Data for this exercise:
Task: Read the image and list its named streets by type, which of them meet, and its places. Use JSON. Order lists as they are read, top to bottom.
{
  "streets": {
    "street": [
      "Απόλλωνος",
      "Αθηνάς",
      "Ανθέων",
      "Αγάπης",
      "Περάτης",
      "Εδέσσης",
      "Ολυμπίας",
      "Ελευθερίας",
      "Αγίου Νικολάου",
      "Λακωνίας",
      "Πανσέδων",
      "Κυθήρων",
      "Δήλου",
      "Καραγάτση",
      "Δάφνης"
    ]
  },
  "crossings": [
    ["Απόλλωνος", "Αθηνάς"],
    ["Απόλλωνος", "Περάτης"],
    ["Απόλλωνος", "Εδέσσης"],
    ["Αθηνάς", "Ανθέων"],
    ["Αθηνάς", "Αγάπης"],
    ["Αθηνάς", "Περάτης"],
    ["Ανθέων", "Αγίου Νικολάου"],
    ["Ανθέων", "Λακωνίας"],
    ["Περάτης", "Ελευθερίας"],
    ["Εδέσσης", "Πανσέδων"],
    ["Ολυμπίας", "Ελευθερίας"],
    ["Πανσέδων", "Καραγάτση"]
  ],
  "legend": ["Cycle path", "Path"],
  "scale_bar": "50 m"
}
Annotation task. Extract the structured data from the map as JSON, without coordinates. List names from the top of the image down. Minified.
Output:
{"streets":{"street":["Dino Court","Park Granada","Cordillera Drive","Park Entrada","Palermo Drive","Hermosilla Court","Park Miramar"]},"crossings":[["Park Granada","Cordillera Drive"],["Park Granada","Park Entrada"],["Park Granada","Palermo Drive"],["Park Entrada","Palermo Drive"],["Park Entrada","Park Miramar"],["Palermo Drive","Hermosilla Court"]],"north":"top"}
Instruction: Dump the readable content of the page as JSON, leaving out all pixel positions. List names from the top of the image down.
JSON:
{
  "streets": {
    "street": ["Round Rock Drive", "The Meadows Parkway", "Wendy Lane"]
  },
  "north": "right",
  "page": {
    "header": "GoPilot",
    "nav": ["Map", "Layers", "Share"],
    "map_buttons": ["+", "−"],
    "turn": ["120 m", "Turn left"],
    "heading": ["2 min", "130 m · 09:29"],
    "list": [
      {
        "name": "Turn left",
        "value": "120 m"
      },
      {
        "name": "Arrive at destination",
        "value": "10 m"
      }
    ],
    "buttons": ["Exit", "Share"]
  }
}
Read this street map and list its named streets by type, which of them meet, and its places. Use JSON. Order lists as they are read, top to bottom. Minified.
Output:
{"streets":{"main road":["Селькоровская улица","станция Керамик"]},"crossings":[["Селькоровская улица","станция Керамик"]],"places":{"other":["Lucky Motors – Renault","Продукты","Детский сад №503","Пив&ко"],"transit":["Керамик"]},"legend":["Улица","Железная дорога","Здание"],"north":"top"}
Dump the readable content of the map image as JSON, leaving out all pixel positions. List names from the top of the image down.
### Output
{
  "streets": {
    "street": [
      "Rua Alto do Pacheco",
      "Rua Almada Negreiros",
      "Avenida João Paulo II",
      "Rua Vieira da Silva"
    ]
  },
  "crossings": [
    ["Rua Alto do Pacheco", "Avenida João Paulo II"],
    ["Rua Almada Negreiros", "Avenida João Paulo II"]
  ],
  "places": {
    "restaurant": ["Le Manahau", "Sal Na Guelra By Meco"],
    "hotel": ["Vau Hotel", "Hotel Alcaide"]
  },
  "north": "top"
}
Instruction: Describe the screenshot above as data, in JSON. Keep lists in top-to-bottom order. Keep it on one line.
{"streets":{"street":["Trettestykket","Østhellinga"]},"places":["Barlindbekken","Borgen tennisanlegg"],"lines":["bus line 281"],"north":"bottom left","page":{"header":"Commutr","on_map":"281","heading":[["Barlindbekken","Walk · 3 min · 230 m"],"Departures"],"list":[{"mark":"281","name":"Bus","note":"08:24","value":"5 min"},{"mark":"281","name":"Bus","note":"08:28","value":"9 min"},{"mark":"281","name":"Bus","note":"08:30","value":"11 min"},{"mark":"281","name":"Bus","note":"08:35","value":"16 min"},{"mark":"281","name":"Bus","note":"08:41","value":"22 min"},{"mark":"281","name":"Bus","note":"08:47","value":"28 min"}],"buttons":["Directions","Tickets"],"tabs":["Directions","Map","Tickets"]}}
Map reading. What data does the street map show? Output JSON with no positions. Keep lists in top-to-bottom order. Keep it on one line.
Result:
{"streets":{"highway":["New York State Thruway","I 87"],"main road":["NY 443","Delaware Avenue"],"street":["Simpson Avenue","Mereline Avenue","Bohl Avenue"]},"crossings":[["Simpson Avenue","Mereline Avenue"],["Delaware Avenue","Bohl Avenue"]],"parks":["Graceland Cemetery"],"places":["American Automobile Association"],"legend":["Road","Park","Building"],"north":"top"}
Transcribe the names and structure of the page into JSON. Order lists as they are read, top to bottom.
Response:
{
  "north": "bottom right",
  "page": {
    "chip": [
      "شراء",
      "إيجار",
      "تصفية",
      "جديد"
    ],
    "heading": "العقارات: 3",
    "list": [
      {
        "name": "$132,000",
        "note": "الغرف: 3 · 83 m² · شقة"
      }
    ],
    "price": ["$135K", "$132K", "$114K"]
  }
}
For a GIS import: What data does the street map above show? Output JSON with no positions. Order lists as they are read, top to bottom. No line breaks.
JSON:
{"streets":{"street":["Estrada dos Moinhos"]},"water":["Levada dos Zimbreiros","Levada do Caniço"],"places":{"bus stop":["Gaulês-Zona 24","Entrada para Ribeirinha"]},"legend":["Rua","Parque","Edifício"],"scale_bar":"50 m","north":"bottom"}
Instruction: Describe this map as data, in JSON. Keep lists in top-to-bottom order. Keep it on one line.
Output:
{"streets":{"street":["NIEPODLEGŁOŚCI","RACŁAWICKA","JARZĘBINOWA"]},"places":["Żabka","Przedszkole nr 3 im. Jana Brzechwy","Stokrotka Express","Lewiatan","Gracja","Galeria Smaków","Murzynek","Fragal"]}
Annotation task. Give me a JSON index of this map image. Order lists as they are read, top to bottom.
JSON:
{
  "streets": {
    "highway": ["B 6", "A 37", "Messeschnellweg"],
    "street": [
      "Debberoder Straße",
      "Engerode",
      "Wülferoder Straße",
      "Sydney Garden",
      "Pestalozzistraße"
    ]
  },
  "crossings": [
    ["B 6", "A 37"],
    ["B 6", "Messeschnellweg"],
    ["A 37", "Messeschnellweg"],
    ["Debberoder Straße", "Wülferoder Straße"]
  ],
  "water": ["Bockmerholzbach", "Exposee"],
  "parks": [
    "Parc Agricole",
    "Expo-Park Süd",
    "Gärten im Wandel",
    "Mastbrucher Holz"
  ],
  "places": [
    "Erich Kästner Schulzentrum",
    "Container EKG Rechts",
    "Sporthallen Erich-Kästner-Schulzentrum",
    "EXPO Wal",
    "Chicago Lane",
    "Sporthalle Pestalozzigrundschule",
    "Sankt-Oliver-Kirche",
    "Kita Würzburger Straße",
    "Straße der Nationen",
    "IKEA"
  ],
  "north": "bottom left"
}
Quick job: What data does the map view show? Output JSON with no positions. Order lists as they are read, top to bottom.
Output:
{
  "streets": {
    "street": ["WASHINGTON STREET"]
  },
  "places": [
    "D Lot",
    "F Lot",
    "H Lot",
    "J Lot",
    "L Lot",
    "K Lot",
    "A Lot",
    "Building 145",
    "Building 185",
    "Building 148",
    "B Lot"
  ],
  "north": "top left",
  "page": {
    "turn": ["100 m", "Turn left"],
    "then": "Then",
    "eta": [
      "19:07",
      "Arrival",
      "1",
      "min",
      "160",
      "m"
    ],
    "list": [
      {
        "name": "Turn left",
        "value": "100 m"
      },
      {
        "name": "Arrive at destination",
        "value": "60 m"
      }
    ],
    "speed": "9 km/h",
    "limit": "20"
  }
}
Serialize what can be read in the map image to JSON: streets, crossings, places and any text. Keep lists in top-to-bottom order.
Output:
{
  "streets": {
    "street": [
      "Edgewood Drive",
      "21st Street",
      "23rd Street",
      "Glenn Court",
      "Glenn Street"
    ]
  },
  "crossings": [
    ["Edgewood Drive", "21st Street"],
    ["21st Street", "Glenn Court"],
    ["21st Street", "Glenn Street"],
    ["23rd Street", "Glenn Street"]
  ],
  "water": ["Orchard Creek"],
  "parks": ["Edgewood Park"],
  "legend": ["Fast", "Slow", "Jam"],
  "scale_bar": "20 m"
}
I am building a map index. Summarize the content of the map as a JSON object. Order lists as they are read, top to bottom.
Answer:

What this task involves: Beginning with the line holding "Transcribe the names" and ending with the line holding "Quick job: What", write out the stretch of material above exactly; add no further lines.

Exercise result:
Transcribe the names and structure of the page into JSON. Order lists as they are read, top to bottom.
Response:
{
  "north": "bottom right",
  "page": {
    "chip": [
      "شراء",
      "إيجار",
      "تصفية",
      "جديد"
    ],
    "heading": "العقارات: 3",
    "list": [
      {
        "name": "$132,000",
        "note": "الغرف: 3 · 83 m² · شقة"
      }
    ],
    "price": ["$135K", "$132K", "$114K"]
  }
}
For a GIS import: What data does the street map above show? Output JSON with no positions. Order lists as they are read, top to bottom. No line breaks.
JSON:
{"streets":{"street":["Estrada dos Moinhos"]},"water":["Levada dos Zimbreiros","Levada do Caniço"],"places":{"bus stop":["Gaulês-Zona 24","Entrada para Ribeirinha"]},"legend":["Rua","Parque","Edifício"],"scale_bar":"50 m","north":"bottom"}
Instruction: Describe this map as data, in JSON. Keep lists in top-to-bottom order. Keep it on one line.
Output:
{"streets":{"street":["NIEPODLEGŁOŚCI","RACŁAWICKA","JARZĘBINOWA"]},"places":["Żabka","Przedszkole nr 3 im. Jana Brzechwy","Stokrotka Express","Lewiatan","Gracja","Galeria Smaków","Murzynek","Fragal"]}
Annotation task. Give me a JSON index of this map image. Order lists as they are read, top to bottom.
JSON:
{
  "streets": {
    "highway": ["B 6", "A 37", "Messeschnellweg"],
    "street": [
      "Debberoder Straße",
      "Engerode",
      "Wülferoder Straße",
      "Sydney Garden",
      "Pestalozzistraße"
    ]
  },
  "crossings": [
    ["B 6", "A 37"],
    ["B 6", "Messeschnellweg"],
    ["A 37", "Messeschnellweg"],
    ["Debberoder Straße", "Wülferoder Straße"]
  ],
  "water": ["Bockmerholzbach", "Exposee"],
  "parks": [
    "Parc Agricole",
    "Expo-Park Süd",
    "Gärten im Wandel",
    "Mastbrucher Holz"
  ],
  "places": [
    "Erich Kästner Schulzentrum",
    "Container EKG Rechts",
    "Sporthallen Erich-Kästner-Schulzentrum",
    "EXPO Wal",
    "Chicago Lane",
    "Sporthalle Pestalozzigrundschule",
    "Sankt-Oliver-Kirche",
    "Kita Würzburger Straße",
    "Straße der Nationen",
    "IKEA"
  ],
  "north": "bottom left"
}
Quick job: What data does the map view show? Output JSON with no positions. Order lists as they are read, top to bottom.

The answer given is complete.